EXERCISE> Repeat the records exactly as given. Do not include the pictures.

Source records
----------

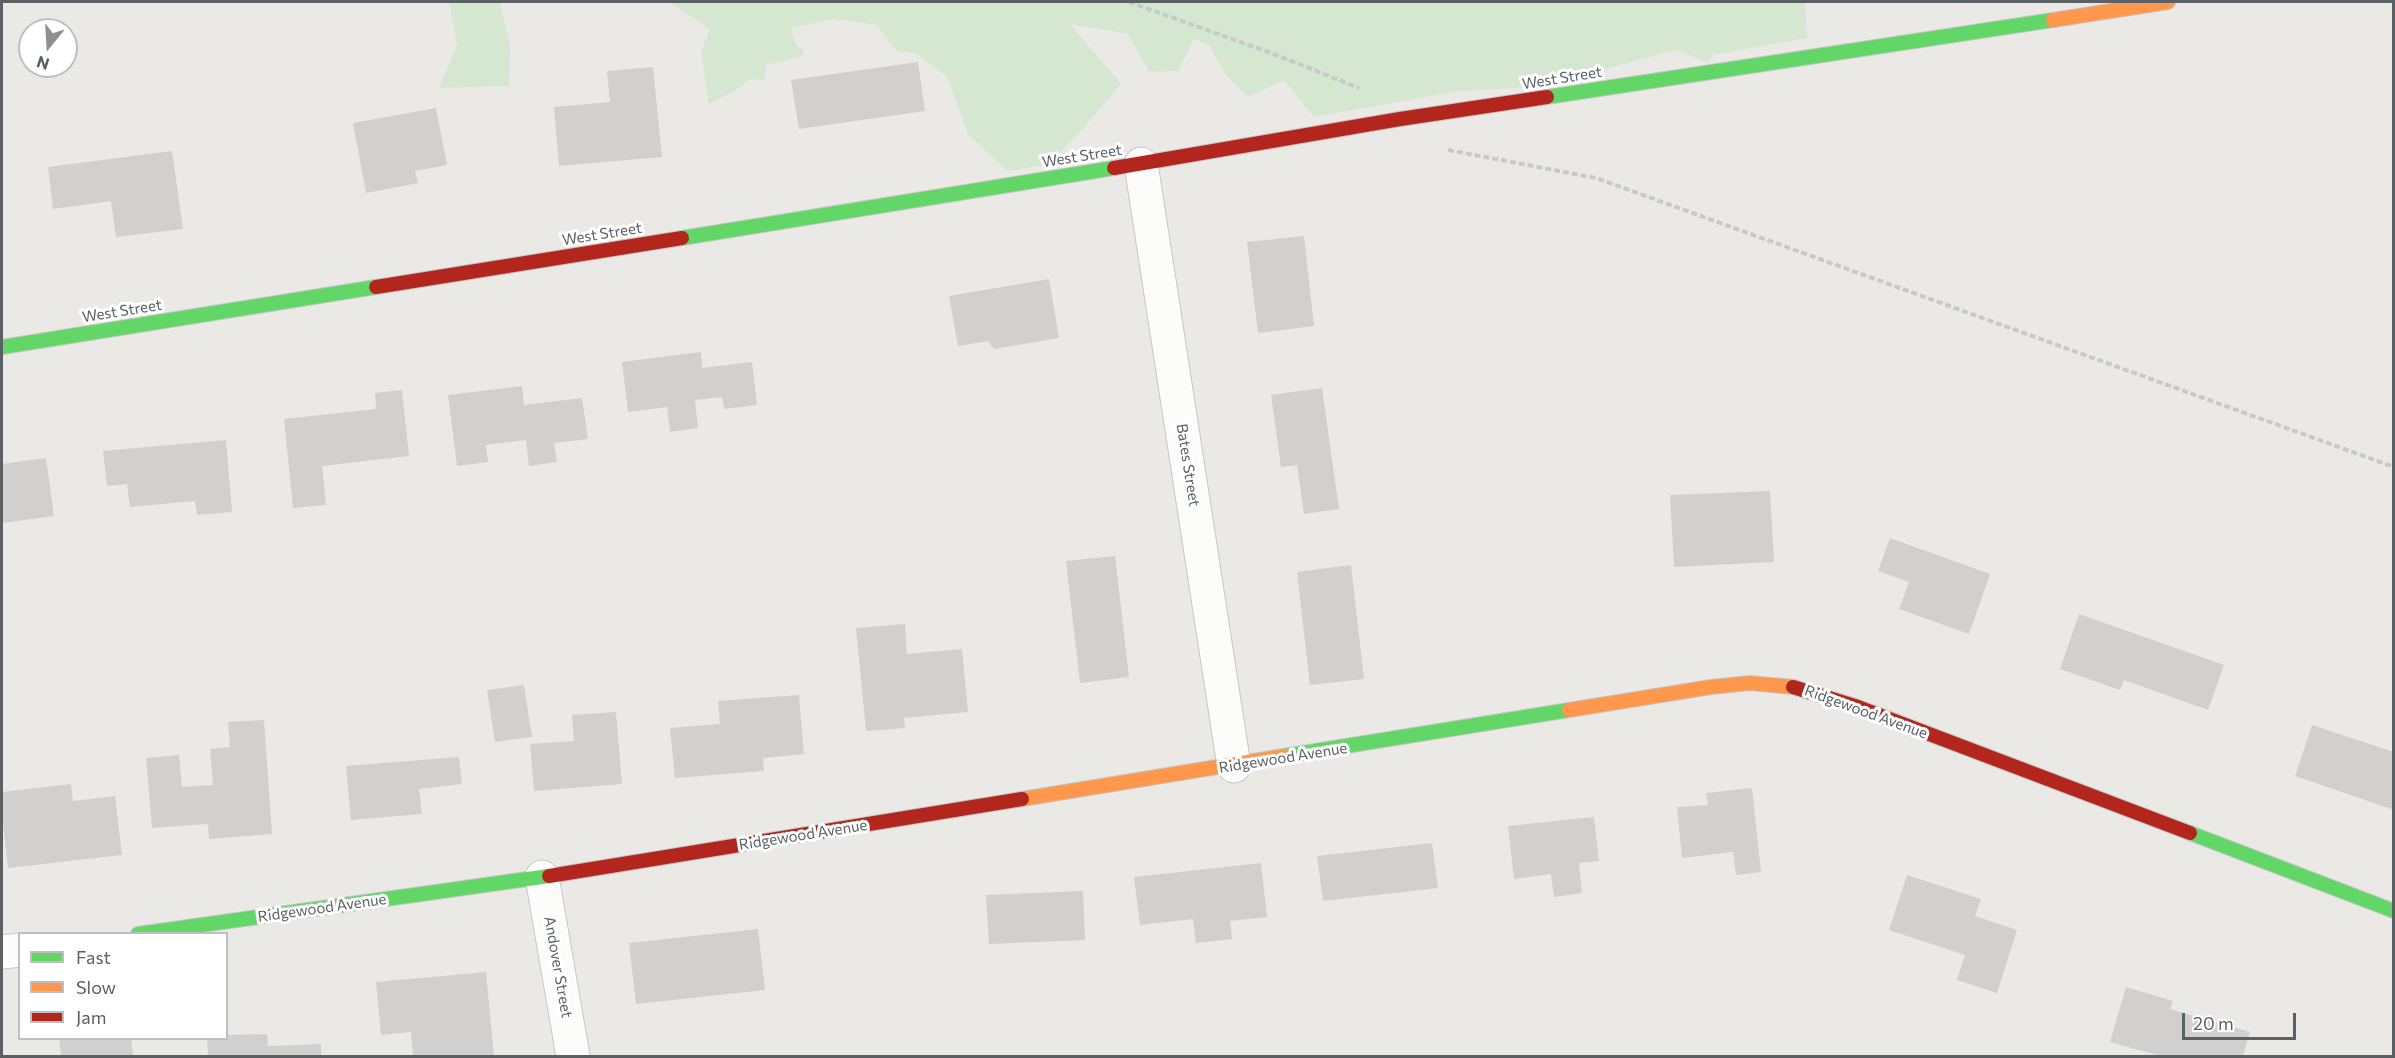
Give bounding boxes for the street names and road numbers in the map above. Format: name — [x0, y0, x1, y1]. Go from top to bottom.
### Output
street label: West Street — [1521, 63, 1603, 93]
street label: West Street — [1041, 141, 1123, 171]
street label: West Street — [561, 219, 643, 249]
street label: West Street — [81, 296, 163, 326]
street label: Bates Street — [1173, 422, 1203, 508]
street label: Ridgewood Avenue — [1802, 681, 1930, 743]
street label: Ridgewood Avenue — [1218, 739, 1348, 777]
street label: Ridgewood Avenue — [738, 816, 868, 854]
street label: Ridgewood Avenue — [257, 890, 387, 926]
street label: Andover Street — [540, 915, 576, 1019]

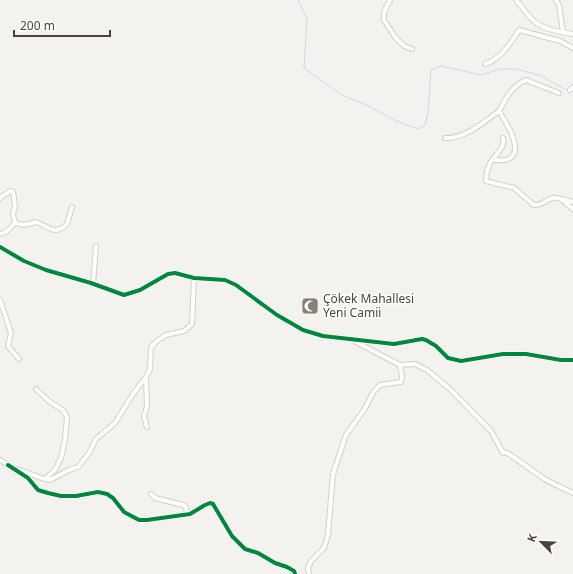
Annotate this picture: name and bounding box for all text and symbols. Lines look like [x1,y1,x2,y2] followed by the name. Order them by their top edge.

----------

ANSWER SECTION>
Give bounding boxes for the street names and road numbers in the map above. Format: name — [x0, y0, x1, y1]. Go from top to bottom.
### Output
street label: West Street — [1521, 63, 1603, 93]
street label: West Street — [1041, 141, 1123, 171]
street label: West Street — [561, 219, 643, 249]
street label: West Street — [81, 296, 163, 326]
street label: Bates Street — [1173, 422, 1203, 508]
street label: Ridgewood Avenue — [1802, 681, 1930, 743]
street label: Ridgewood Avenue — [1218, 739, 1348, 777]
street label: Ridgewood Avenue — [738, 816, 868, 854]
street label: Ridgewood Avenue — [257, 890, 387, 926]
street label: Andover Street — [540, 915, 576, 1019]

Annotate this picture: name and bounding box for all text and symbols. Lines look like [x1,y1,x2,y2] followed by the name. Order them by their top edge.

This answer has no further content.